HIPAA and Compliance News

OCR: Healthcare HIPAA Compliance Report Finds PHI Security Failures

While many covered entities and business associates met HIPAA-required breach notification compliance requirements, an OCR audit revealed a host of PHI security failures for most providers.

HHS OCR HIPAA compliance patient right of access risk analysis risk managment breach notifications

By Jessica Davis

- The Department of Health and Human Services Office for Civil Rights released an audit report on HIPAA compliance in the sector from 2016 to 2017 based on reviews of selected healthcare covered entities and business associates, which revealed several protected health information security failures.

Under HITECH, HHS is required to periodically conduct audits on industry compliance with the HIPAA rules. For its latest report, OCR conducted reviews of 166 covered entities and 41 business associates, which have been notified of the agency’s findings.

“The audits gave OCR an opportunity to examine mechanisms for compliance, identify promising practices for protecting the privacy and security of health information, and discover risks and vulnerabilities that may not have been revealed by OCR’s enforcement activities,” according to the report.

“Through the information gleaned from the audits, OCR has developed, and will continue to develop, tools and guidance to assist the industry in compliance, self-evaluation, and preventing breaches,” it added.

OCR’s auditing processes included comprehensive on-site reviews of documentation and implementation of HIPAA rules at the sites of audited entities. Phase two of the auditing process focused on testing the utility and cost effectiveness of desk audits and compliance with certain areas of the HIPAA rule.

READ MORE: 3 Compliance Considerations for HIPAA-Required Breach Response

The report sheds light on overall compliance with HIPAA, boasting positive findings on several key issues and a host of other privacy and security concerns.

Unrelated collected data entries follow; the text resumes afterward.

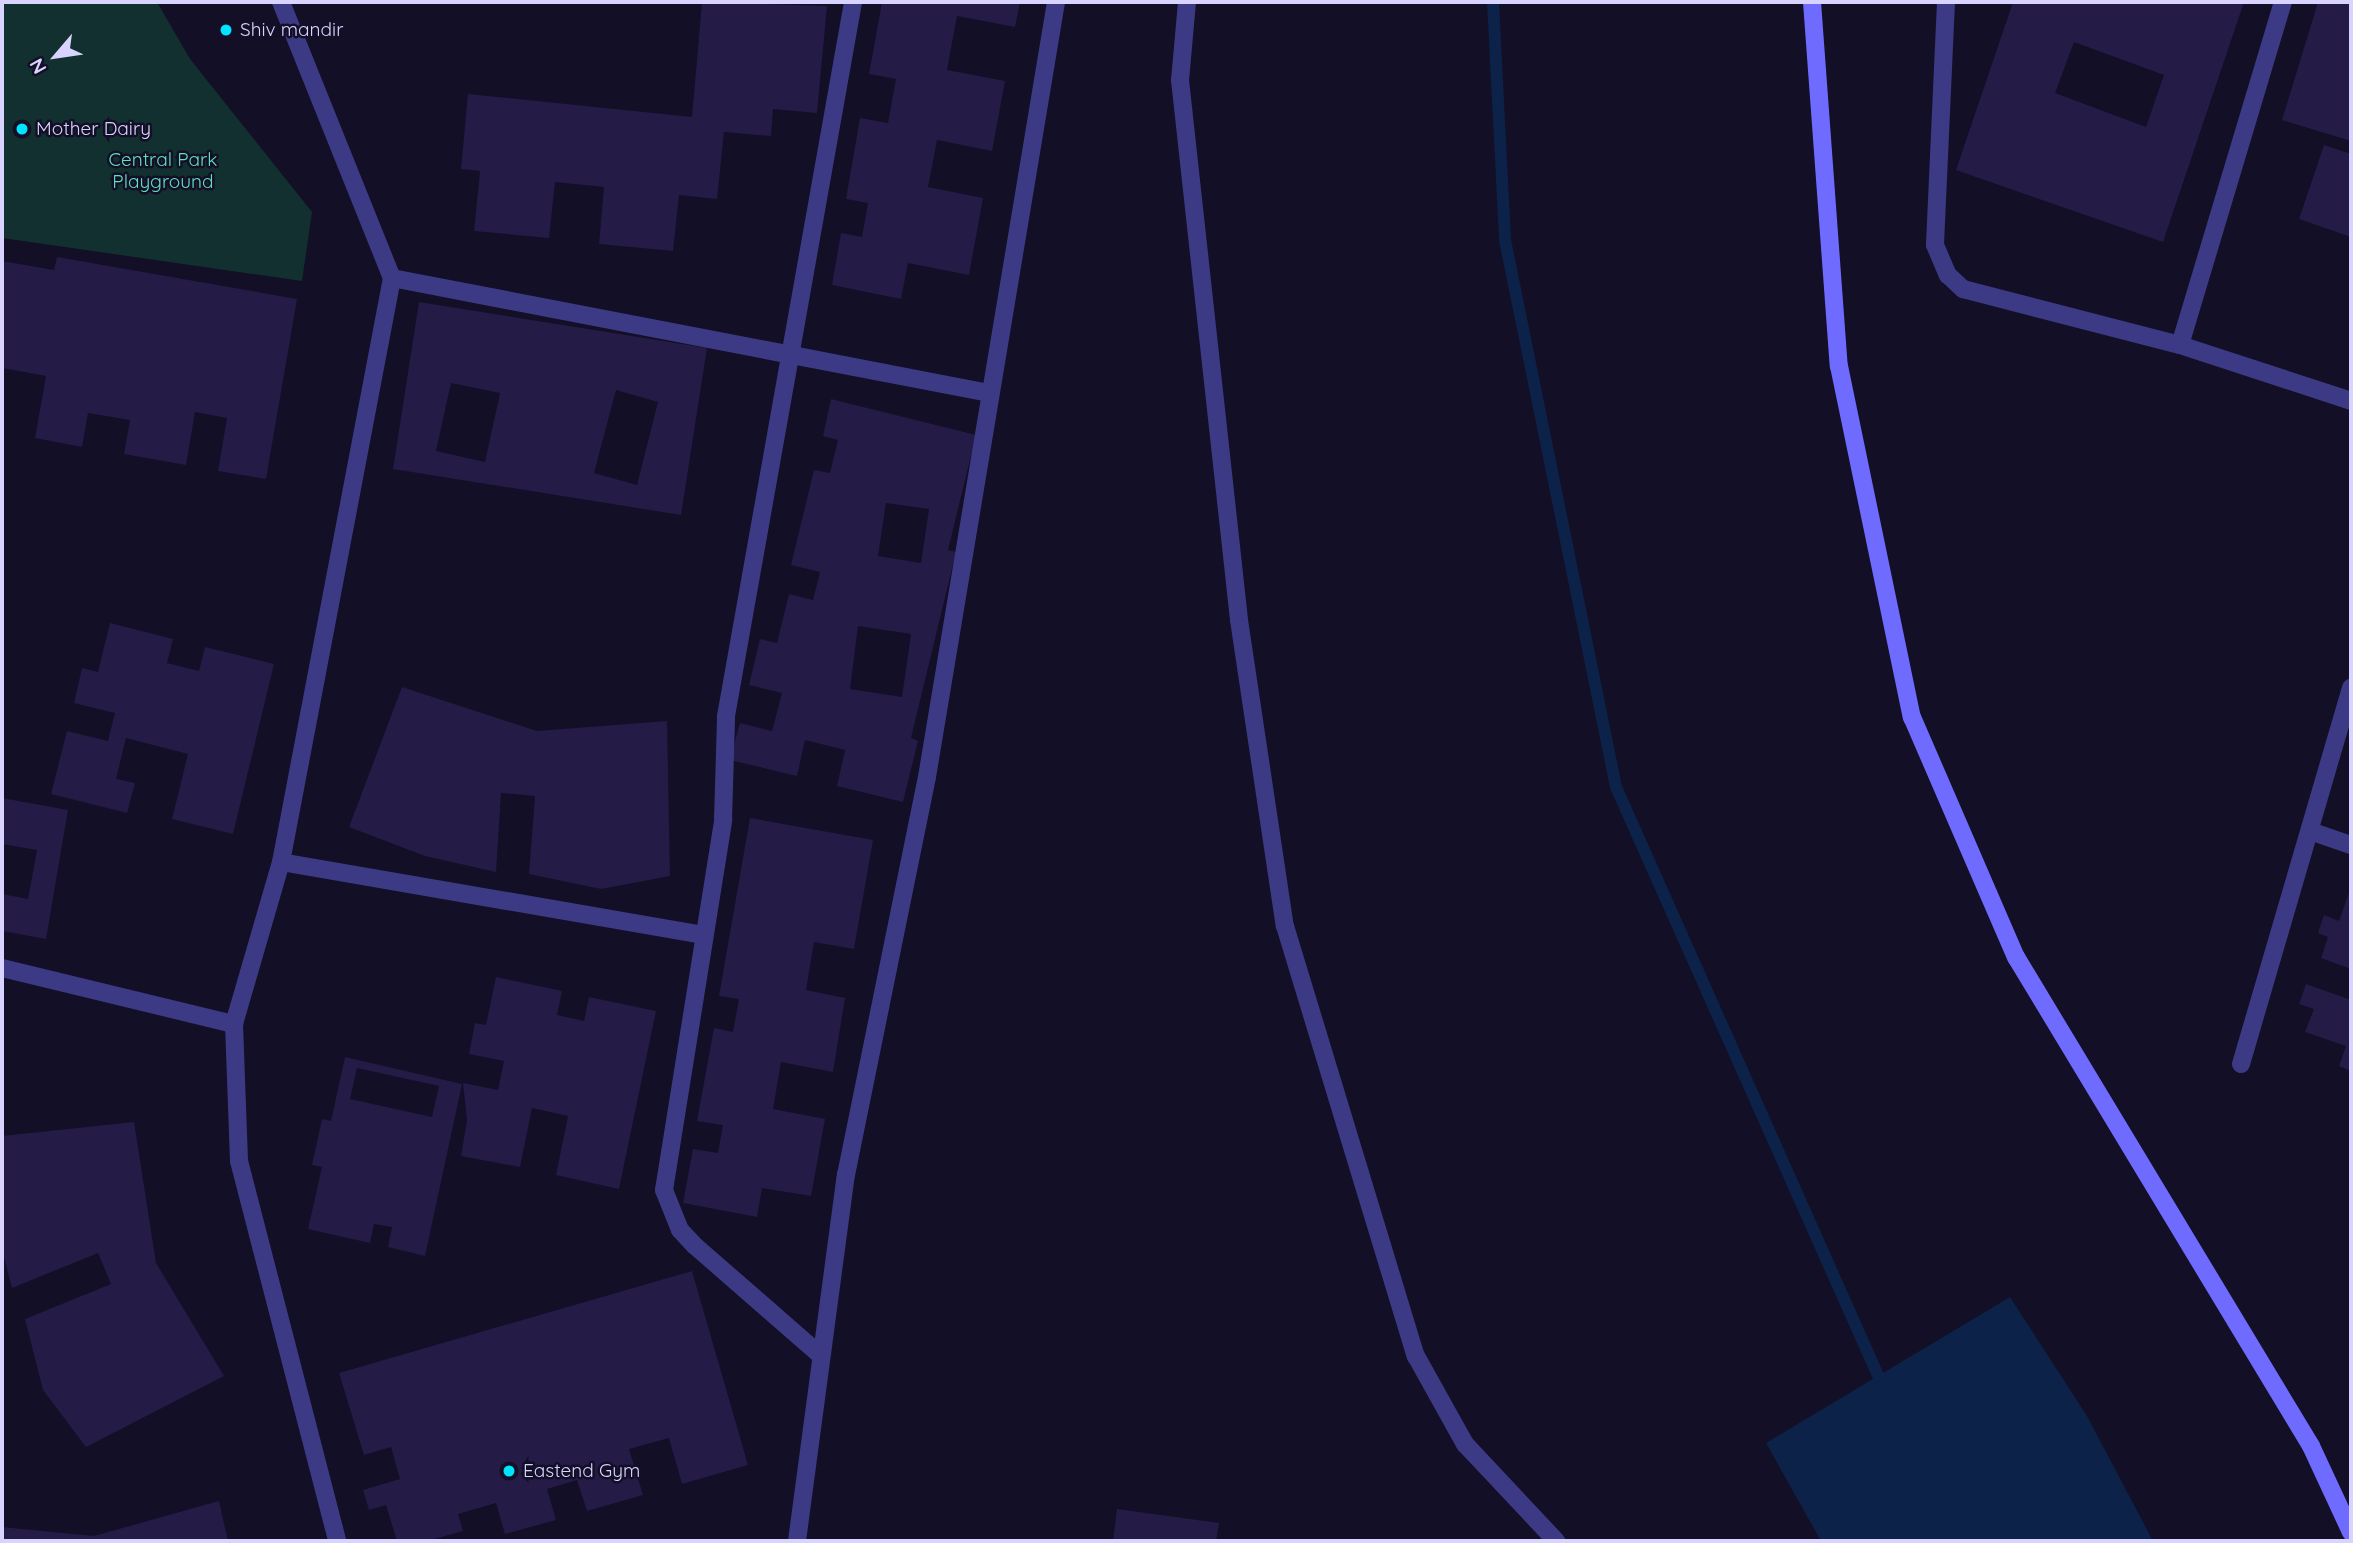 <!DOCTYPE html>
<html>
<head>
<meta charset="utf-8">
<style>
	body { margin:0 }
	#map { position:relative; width:2353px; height:1543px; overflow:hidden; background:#130f26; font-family:Quicksand,sans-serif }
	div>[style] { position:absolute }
	.green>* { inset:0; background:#12302f }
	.water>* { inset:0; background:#0c2248 }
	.stream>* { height:12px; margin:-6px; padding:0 6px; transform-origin:6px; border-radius:6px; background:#0c2248 }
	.building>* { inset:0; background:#241b47 }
	.street>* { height:18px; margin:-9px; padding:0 9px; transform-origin:9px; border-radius:9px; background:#3d3a85 }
	.secondary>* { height:18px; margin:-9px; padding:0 9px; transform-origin:9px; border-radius:9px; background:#6f6bff }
	.dots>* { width:19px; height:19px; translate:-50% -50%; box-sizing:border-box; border:4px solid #130f26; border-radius:50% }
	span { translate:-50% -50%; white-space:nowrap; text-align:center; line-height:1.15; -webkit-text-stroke:5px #130f26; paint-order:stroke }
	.poi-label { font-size:19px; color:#d9d4ff }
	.left { translate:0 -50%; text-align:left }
	.park-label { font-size:19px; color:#5fe0c0 }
	.frame { position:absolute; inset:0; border:4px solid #d9d4ff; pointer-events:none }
	.north { position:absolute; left:21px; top:21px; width:70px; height:70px; -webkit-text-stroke:5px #130f26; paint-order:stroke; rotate:241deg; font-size:19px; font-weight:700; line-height:28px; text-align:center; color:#d9d4ff }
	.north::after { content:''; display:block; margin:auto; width:24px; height:32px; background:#d9d4ff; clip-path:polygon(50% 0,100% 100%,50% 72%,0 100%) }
</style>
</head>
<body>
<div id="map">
	<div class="green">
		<i style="clip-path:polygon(2px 2px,157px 2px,190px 59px,312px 212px,302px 281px,2px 238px)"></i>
	</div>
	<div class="water">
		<i style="clip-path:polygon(2010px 1297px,2087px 1416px,2153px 1541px,1821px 1541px,1766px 1443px)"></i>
	</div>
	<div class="stream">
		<i style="left:1493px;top:2px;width:238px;rotate:87.1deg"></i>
		<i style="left:1505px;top:240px;width:558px;rotate:78.53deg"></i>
		<i style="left:1616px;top:787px;width:659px;rotate:66deg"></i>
	</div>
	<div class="building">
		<i style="clip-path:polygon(702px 2px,827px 6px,817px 113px,773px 109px,771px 136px,724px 132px,717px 199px,679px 195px,673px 251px,599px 244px,604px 187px,555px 182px,549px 238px,474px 231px,480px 171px,461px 169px,468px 94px,692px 117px)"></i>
		<i style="clip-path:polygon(882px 2px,1020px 2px,1015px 27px,957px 16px,947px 70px,1005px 81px,992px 151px,937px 140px,928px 187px,983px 198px,969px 275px,908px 263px,901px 299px,832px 285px,841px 233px,862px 237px,868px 203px,846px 199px,860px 118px,888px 123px,896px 79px,869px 74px)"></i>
		<i style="clip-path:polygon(evenodd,2013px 2px,2244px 2px,2163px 242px,1956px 170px,2013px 2px,2074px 42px,2164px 75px,2146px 127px,2055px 93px,2074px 42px)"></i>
		<i style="clip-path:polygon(2318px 2px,2351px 2px,2351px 141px,2282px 120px)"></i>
		<i style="clip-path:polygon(2324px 145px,2351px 154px,2351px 237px,2299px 219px)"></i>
		<i style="clip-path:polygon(57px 257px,297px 299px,266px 479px,218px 471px,227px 418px,195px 412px,186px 465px,124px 454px,130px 420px,88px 413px,82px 447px,35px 438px,46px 376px,2px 368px,2px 261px,54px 270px)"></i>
		<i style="clip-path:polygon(evenodd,419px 302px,707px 348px,681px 515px,393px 469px,419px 302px,451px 383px,500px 393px,485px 462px,436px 451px,451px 383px,419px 302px,616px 390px,658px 402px,637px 485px,594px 473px,616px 390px)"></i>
		<i style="clip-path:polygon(evenodd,831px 399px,976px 435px,948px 550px,956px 552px,911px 738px,918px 741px,903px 802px,837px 786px,845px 750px,805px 740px,797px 776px,730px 760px,740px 723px,772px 731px,782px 693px,749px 685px,760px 639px,777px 643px,789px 594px,813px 600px,820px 572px,791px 565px,814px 470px,830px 473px,838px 440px,823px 436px,831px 399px,886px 503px,929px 509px,921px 563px,878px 556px,886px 503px,831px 399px,858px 626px,911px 634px,902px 697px,850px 689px,858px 626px)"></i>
		<i style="clip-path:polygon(110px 623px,173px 639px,167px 663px,199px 671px,205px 647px,274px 664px,233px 834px,172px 819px,188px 754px,126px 738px,116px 779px,135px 783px,127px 813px,51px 794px,67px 731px,108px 741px,115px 713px,74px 703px,82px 668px,98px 672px)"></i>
		<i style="clip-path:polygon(402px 687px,537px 731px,667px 721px,670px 876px,601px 889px,529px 874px,535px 796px,501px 793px,496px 872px,425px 856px,349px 827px)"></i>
		<i style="clip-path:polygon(2px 798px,68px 810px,46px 939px,2px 931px,2px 894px,28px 899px,37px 850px,2px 844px)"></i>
		<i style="clip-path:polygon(750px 818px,873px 840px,854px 949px,814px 942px,806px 990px,845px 998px,833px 1072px,781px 1062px,773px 1109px,825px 1119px,811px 1196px,762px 1188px,757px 1217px,683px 1203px,693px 1149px,718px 1153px,723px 1125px,697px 1121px,714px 1028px,733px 1032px,739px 999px,719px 996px)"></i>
		<i style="clip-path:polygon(2351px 887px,2351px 969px,2321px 958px,2328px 937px,2318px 933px,2324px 915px,2339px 921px)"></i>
		<i style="clip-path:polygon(496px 977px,562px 991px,557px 1015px,584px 1021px,589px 997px,656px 1011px,619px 1189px,556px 1175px,568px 1116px,532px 1108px,520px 1167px,461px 1156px,467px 1120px,463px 1083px,498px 1090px,504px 1061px,469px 1054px,475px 1023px,486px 1025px)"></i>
		<i style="clip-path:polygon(2306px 984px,2351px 1000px,2351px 1071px,2339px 1066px,2346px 1046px,2305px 1032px,2314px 1009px,2299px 1004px)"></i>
		<i style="clip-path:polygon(evenodd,345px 1057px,462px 1084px,425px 1256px,388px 1247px,392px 1227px,374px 1224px,370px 1243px,308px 1229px,322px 1167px,312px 1165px,322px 1119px,331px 1121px,345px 1057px,357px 1068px,439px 1086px,432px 1117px,350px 1099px,357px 1068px)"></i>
		<i style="clip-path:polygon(134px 1122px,156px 1263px,224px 1376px,86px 1447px,43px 1390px,25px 1319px,111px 1284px,98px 1253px,12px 1288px,2px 1249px,2px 1136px)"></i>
		<i style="clip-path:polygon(692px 1271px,748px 1465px,682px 1484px,669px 1438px,629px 1449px,643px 1495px,587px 1511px,577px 1480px,547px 1489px,556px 1520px,505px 1534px,496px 1503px,458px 1514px,463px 1531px,427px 1541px,397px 1541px,386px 1505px,369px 1510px,363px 1490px,400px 1479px,391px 1447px,364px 1455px,339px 1373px)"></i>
		<i style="clip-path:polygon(219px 1501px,228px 1541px,2px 1541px,2px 1527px,94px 1536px)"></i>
		<i style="clip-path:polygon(1117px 1509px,1219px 1523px,1216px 1541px,1113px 1541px)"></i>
	</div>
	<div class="street">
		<i style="left:281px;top:2px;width:297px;rotate:68.1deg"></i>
		<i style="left:392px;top:278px;width:594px;rotate:100.76deg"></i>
		<i style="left:281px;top:862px;width:169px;rotate:106.2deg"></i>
		<i style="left:234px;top:1024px;width:137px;rotate:87.9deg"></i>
		<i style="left:239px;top:1161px;width:392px;rotate:75.5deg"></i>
		<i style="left:1187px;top:2px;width:78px;rotate:95.1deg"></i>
		<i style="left:1180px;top:80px;width:543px;rotate:83.76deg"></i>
		<i style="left:1239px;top:620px;width:309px;rotate:81.5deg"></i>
		<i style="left:1285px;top:926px;width:450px;rotate:73.1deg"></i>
		<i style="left:1416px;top:1356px;width:101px;rotate:60.9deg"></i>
		<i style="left:1465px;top:1444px;width:133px;rotate:46.8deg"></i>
		<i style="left:1946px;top:2px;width:243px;rotate:92.6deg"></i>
		<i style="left:1935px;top:245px;width:33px;rotate:67deg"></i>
		<i style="left:1948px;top:275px;width:21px;rotate:43deg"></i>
		<i style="left:1963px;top:289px;width:224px;rotate:14.5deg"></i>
		<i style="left:2180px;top:345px;width:180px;rotate:18.1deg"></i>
		<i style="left:392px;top:278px;width:608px;rotate:10.9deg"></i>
		<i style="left:2180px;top:345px;width:358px;rotate:-73.3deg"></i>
		<i style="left:2310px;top:831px;width:43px;rotate:18.9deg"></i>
		<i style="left:281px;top:862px;width:428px;rotate:9.8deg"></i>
		<i style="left:2px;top:968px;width:239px;rotate:13.6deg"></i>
		<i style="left:2241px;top:1064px;width:392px;rotate:-73.7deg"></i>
		<i style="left:819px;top:1354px;width:164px;rotate:-138.9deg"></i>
		<i style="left:695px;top:1246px;width:22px;rotate:-133deg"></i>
		<i style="left:680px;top:1230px;width:43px;rotate:-111.8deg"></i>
		<i style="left:664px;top:1190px;width:375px;rotate:-80.9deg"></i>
		<i style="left:723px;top:820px;width:104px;rotate:-88.3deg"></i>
		<i style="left:726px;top:716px;width:725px;rotate:-79.91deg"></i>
		<i style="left:797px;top:1541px;width:369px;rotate:-82.4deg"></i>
		<i style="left:846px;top:1175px;width:406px;rotate:-78.5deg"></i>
		<i style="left:927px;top:777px;width:786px;rotate:-80.55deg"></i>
	</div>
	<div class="secondary">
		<i style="left:1812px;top:2px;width:365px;rotate:85.8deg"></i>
		<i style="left:1839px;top:366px;width:359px;rotate:78.3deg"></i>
		<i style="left:1912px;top:717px;width:262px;rotate:66.6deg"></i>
		<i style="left:2016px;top:957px;width:571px;rotate:58.9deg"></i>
		<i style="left:2311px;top:1446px;width:95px;rotate:65.1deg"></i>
	</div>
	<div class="dots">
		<i style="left:226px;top:30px;background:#00e5ff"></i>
		<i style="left:22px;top:129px;background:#00e5ff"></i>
		<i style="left:509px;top:1471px;background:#00e5ff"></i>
	</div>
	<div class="poi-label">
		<span class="left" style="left:240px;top:30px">Shiv mandir</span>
		<span class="left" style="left:36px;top:129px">Mother Dairy</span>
		<span class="left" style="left:523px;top:1471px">Eastend Gym</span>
	</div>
	<div class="park-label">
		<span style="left:163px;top:171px">Central Park<br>Playground</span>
	</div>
	<div class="frame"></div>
	<div class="north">N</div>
</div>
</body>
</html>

The good news: most covered entities that maintained a website on provided customer services or benefits met the HIPAA requirement to prominently display a notice of privacy practices on the site. 

And many of these audited providers met the timeliness requirements for providing victims with breach notifications. Under HIPAA, breached entities are required to notify impacted patients within 60 days of discovering the incident.

OCR found that most covered entities demonstrated compliance in just two out of seven audited areas.

But overall, OCR found a range of security failures for most of these audited covered entities, with most of these covered entities failing to meet the compliance requirements for other selected provisions of the audit.

READ MORE: HIPAA Compliance: ONC Updates Security Risk Assessment Tool

Namely, most covered entities failed to adequately safeguard protected health information, in addition to failing to ensure an individual’s right to access their health data. HHS has made the HIPAA Right of Access a key priority for enforcement efforts in the last year.

In fact, 89 percent of the audited entities failed to comply with access requirements. Another 67 percent failed to comply with providing the necessary content and to document adequate compliance in their breach notifications.

The audit also found 98 percent of providers failed to provide appropriate content in the Notice of Privacy Practices, with two-thirds failing to or making minimal or negligible efforts to comply with the rule.

In particular, the biggest NPP failure centered around writing a notice written in plain language.

“Business associates achieved audit ratings similar to those achieved by covered entities in security risk analysis and risk management,” according to the report. “Most of the audited business associates (32 of 41) reported not having experienced any breaches of unsecured PHI.”

READ MORE: Ciitizen: ‘Significant Improvement’ in HIPAA Right of Access Compliance

“The audit results of business associates that had experienced a breach primarily identified minimal or negligible efforts to address audited requirements,” it added.

But perhaps the most concerning is that OCR determined most covered entities and businesses associates did not comply with the HIPAA Security Rule provision that requires entities to perform routine risk assessments and risk management practices.

Given the extent of threat sophistication, legacy platform use, and sheer volume of targeted attacks on the sector, failure to perform adequate, routine risk assessments leaves the front door wide open to threat actors.

What’s worse, is that HHS has a range of free support tools to help providers with these crucial tasks, including a security risk assessment tool, a privacy practice model from OCR, and OCR insights on complying with the risk analysis requirements under HIPAA.

“The audit results confirm the wisdom of OCR’s increased enforcement focus on hacking and OCR’s Right of Access initiative,” said OCR Director Roger Severino, in a statement.

“We will continue our HIPAA enforcement initiatives until health care entities get serious about identifying security risks to health information in their custody and fulfilling their duty to provide patients with timely and reasonable, cost-based access to their medical records,” he added.

A review of the audit report can prove useful to covered entities and business associates to strengthen their own HIPAA compliance, while shedding light on the OCR auditing process to bolster privacy and security practices across the enterprise.